Comparative Example 1

[0340] An image was formed with a modified Laser Press 4161 machine (manufactured by Fuji Xerox Co., Ltd.) using a toner 9 by adjusting a toner carrying amount to 4.5 g/m.sup.2, and was fixed at a Nip width of 6.5 mm and a fixing rate of 240 mm/sec using a high speed/low pressure/low power-type fixing device shown in FIG. 2.

[0341] The resulting image was assessed, and a degree of blackness of this image was insufficient. In addition, toner flight and graphic fog were not observed.

[0342] In addition, the peelability with a fixing device was poor, and the uneven glossiness occurred deriving from defective peeling of the fixed image. Further, offset occurred. However, the fixed image was bent into two parts, and extended again and, thereupon, image defect was not observed.

Comparative Example 2

[0343] An image was formed with a modified Laser Press 4161 machine (manufactured by Fuji Xerox Co., Ltd.) using a toner 10 by adjusting a toner carrying amount to 4.5 g/m.sup.2, and was fixed at a Nip width of 6.5 mm and a fixing rate of 240 mm/sec using a high speed/low pressure/low power-type fixing device shown in FIG. 2.

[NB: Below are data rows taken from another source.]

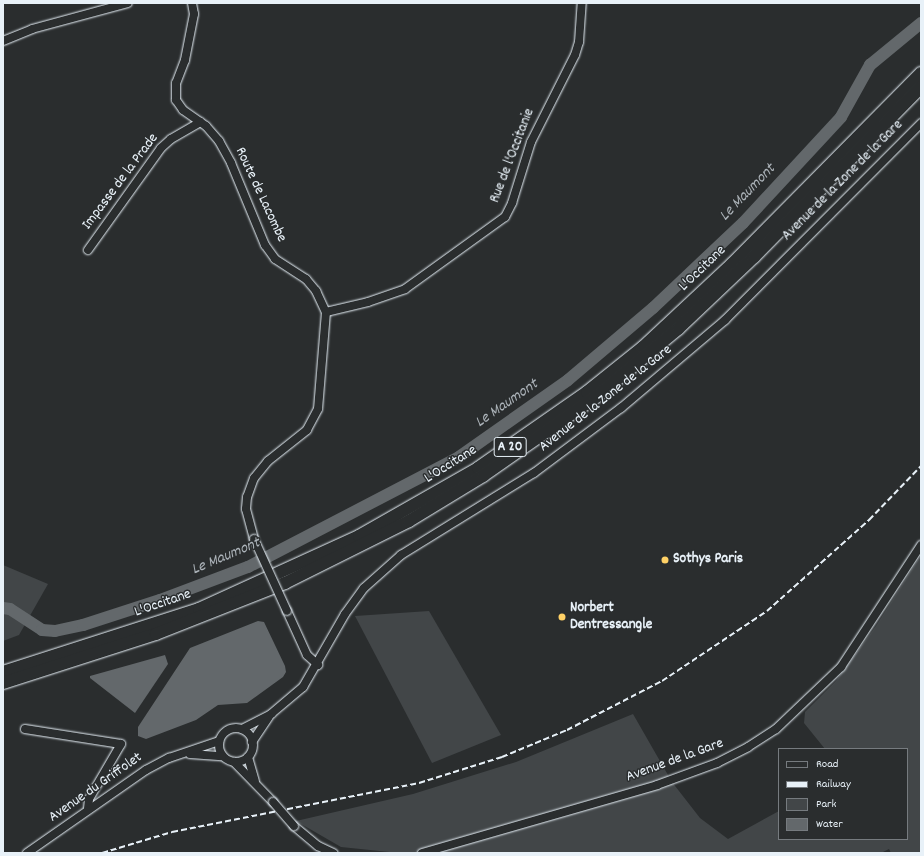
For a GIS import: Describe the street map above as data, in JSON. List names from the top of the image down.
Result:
{
  "streets": {
    "highway": ["L'Occitane", "A 20"],
    "street": [
      "Rue de l'Occitanie",
      "Avenue de la Zone de la Gare",
      "Impasse de la Prade",
      "Route de Lacombe",
      "Avenue de la Gare",
      "Avenue du Griffolet"
    ]
  },
  "crossings": [
    ["Rue de l'Occitanie", "Route de Lacombe"],
    ["Impasse de la Prade", "Route de Lacombe"]
  ],
  "water": ["Le Maumont"],
  "places": ["Sothys Paris", "Norbert Dentressangle"],
  "legend": [
    "Road",
    "Railway",
    "Park",
    "Water"
  ]
}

[0344] The resulting image was assessed, and a degree of blackness of this image was sufficient, but a precise image was not observed. In addition, toner flight and graphic fog were observed, and it was confirmed that the sufficient electrifiability was not obtained.

[0345] In addition, the peelability with a fixing device was sufficient, but offset which is Wax-derived defect occurred. However, the fixed image was bent into two parts, and extended again and, thereupon, image defect was observed.

Comparative Example 3

[0346] An image was formed with a modified Laser Press 4161 machine (manufactured by Fuji Xerox Co., Ltd.) using a toner 11 by adjusting a toner carrying amount to 4.5 g/m.sup.2, and was fixed at a Nip width of 6.5 mm and a fixing rate of 240 mm/sec using a high speed/low pressure/low power-type fixing device shown in FIG. 2.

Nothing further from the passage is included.